** How to complete this task **
Scan the entries for the word "circle", and copy every line where it appears.

════

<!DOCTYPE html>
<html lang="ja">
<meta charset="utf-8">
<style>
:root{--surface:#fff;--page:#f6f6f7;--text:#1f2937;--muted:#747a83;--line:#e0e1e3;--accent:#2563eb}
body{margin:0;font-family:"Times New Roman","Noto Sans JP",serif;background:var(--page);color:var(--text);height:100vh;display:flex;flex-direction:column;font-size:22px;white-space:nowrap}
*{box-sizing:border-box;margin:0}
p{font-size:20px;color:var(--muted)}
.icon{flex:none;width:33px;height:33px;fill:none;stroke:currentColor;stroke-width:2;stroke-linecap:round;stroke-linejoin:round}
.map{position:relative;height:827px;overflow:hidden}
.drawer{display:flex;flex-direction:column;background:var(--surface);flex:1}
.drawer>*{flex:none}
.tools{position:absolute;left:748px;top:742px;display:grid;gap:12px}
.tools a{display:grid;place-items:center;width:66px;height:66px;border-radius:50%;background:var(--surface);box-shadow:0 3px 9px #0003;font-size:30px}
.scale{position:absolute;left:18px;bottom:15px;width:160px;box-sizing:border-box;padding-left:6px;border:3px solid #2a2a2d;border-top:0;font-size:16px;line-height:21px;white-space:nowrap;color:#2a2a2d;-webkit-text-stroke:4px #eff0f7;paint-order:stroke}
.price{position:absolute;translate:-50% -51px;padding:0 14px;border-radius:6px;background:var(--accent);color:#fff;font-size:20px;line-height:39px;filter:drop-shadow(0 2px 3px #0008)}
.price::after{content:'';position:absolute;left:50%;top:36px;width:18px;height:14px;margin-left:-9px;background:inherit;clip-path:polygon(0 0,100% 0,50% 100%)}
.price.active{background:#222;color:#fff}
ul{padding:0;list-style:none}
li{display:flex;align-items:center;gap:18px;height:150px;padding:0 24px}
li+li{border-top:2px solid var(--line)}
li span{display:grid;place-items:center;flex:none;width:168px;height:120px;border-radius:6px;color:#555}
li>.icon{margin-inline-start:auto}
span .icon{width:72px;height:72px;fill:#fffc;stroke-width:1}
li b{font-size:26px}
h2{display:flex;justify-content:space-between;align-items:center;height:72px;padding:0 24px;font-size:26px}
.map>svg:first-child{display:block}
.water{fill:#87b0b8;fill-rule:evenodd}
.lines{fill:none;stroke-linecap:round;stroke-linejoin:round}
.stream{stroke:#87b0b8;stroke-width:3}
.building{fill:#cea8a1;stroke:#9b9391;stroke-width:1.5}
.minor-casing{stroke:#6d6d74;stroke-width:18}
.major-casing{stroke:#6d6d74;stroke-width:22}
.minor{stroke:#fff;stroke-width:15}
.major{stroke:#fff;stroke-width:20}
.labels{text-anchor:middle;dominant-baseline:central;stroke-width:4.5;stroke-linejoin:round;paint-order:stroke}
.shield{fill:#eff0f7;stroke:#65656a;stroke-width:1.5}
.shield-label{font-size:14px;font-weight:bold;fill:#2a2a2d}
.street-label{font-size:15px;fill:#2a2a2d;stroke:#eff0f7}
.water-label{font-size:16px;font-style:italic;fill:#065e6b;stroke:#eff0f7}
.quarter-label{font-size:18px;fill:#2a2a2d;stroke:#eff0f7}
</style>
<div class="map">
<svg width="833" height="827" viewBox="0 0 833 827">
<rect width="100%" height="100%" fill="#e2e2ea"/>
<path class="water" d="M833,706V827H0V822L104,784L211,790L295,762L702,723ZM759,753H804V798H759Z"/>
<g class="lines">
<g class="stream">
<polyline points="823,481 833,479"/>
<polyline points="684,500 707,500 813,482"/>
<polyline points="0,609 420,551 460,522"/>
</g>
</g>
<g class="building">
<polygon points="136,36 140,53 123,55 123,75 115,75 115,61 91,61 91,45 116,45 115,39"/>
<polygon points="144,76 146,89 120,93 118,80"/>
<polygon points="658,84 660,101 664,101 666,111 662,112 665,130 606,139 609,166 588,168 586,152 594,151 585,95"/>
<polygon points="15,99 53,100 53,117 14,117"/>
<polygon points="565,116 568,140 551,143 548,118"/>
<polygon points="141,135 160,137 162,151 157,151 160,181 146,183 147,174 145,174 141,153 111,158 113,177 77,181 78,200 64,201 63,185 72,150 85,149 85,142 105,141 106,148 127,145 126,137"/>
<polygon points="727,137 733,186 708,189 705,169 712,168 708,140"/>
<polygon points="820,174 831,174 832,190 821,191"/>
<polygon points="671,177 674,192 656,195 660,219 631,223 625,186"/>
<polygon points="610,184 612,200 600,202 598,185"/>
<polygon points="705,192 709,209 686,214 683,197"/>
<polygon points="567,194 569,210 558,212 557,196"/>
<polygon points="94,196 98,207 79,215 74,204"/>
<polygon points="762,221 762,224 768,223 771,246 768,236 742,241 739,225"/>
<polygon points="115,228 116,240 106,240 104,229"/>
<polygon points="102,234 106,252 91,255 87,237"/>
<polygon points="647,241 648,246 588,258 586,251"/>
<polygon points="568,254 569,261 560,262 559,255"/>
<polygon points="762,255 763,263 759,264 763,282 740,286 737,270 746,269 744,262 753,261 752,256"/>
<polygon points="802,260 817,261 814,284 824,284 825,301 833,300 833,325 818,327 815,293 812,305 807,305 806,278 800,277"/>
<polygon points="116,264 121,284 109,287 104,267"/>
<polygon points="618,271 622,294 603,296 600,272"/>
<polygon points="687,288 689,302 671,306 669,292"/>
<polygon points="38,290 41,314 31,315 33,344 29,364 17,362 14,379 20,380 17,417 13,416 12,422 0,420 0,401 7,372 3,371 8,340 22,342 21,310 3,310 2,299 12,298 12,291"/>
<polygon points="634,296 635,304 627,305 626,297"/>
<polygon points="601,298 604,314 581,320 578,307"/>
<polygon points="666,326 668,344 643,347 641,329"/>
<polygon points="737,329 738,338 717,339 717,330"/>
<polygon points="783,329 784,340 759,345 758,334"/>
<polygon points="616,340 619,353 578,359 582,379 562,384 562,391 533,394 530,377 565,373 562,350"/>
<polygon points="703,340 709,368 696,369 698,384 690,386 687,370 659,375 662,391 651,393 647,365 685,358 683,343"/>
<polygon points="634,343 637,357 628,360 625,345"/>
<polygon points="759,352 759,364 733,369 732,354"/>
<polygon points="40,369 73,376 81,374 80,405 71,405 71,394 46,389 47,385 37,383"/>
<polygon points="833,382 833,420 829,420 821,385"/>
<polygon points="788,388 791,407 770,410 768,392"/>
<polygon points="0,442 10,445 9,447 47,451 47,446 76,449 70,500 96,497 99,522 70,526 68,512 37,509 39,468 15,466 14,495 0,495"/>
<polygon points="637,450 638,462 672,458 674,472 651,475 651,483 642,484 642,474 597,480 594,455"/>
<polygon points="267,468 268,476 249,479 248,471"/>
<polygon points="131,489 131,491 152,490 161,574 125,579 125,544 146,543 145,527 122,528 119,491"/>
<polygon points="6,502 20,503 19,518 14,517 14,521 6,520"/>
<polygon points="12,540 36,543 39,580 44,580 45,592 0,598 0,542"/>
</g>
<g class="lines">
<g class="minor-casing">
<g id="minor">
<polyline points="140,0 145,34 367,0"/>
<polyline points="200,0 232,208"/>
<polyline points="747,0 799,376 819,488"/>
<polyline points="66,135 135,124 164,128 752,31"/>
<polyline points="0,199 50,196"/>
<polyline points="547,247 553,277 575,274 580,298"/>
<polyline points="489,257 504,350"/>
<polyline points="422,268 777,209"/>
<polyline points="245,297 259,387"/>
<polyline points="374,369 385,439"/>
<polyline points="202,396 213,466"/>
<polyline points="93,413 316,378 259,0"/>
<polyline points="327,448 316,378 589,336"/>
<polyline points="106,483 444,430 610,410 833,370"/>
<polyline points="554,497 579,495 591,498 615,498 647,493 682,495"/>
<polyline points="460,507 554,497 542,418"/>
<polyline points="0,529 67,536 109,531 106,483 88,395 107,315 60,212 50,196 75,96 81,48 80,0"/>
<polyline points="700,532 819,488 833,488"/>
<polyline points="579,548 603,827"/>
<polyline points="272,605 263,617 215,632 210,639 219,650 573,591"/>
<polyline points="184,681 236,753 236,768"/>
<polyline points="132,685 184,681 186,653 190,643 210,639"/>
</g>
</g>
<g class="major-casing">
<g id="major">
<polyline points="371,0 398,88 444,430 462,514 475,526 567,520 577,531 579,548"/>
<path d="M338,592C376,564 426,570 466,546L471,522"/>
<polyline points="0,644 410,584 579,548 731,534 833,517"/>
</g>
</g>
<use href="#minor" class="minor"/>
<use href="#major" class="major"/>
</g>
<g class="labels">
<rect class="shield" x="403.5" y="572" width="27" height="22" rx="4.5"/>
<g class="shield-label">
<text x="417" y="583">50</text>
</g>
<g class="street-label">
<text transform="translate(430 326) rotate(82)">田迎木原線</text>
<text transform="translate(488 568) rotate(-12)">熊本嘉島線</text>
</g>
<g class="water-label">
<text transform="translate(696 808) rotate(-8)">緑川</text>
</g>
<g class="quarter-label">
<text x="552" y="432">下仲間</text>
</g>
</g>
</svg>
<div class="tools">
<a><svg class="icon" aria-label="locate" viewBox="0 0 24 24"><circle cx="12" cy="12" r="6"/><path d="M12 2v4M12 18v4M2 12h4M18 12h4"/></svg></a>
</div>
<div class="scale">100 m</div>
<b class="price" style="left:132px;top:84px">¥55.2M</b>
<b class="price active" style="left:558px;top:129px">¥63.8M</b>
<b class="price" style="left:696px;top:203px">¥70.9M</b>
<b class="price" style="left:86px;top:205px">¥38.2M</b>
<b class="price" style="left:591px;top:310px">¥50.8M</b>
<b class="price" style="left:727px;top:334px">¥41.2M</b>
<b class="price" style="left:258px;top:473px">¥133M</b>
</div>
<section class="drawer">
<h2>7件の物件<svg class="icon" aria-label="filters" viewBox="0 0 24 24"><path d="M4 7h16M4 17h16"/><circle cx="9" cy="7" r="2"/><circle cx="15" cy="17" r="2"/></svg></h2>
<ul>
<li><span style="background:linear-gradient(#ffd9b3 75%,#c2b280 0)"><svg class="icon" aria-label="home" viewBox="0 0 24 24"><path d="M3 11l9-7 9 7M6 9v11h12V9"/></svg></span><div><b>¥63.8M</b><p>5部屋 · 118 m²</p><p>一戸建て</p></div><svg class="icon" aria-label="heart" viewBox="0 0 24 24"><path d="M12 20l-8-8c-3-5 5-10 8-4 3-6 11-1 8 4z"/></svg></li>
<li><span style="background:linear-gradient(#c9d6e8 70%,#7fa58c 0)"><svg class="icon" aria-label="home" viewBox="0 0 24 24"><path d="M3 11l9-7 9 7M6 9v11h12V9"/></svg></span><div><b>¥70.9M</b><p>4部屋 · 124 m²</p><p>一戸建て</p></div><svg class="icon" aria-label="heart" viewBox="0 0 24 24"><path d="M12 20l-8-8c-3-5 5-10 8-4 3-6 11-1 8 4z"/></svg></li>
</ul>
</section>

════

** Answer to this exercise **
<a><svg class="icon" aria-label="locate" viewBox="0 0 24 24"><circle cx="12" cy="12" r="6"/><path d="M12 2v4M12 18v4M2 12h4M18 12h4"/></svg></a>
<h2>7件の物件<svg class="icon" aria-label="filters" viewBox="0 0 24 24"><path d="M4 7h16M4 17h16"/><circle cx="9" cy="7" r="2"/><circle cx="15" cy="17" r="2"/></svg></h2>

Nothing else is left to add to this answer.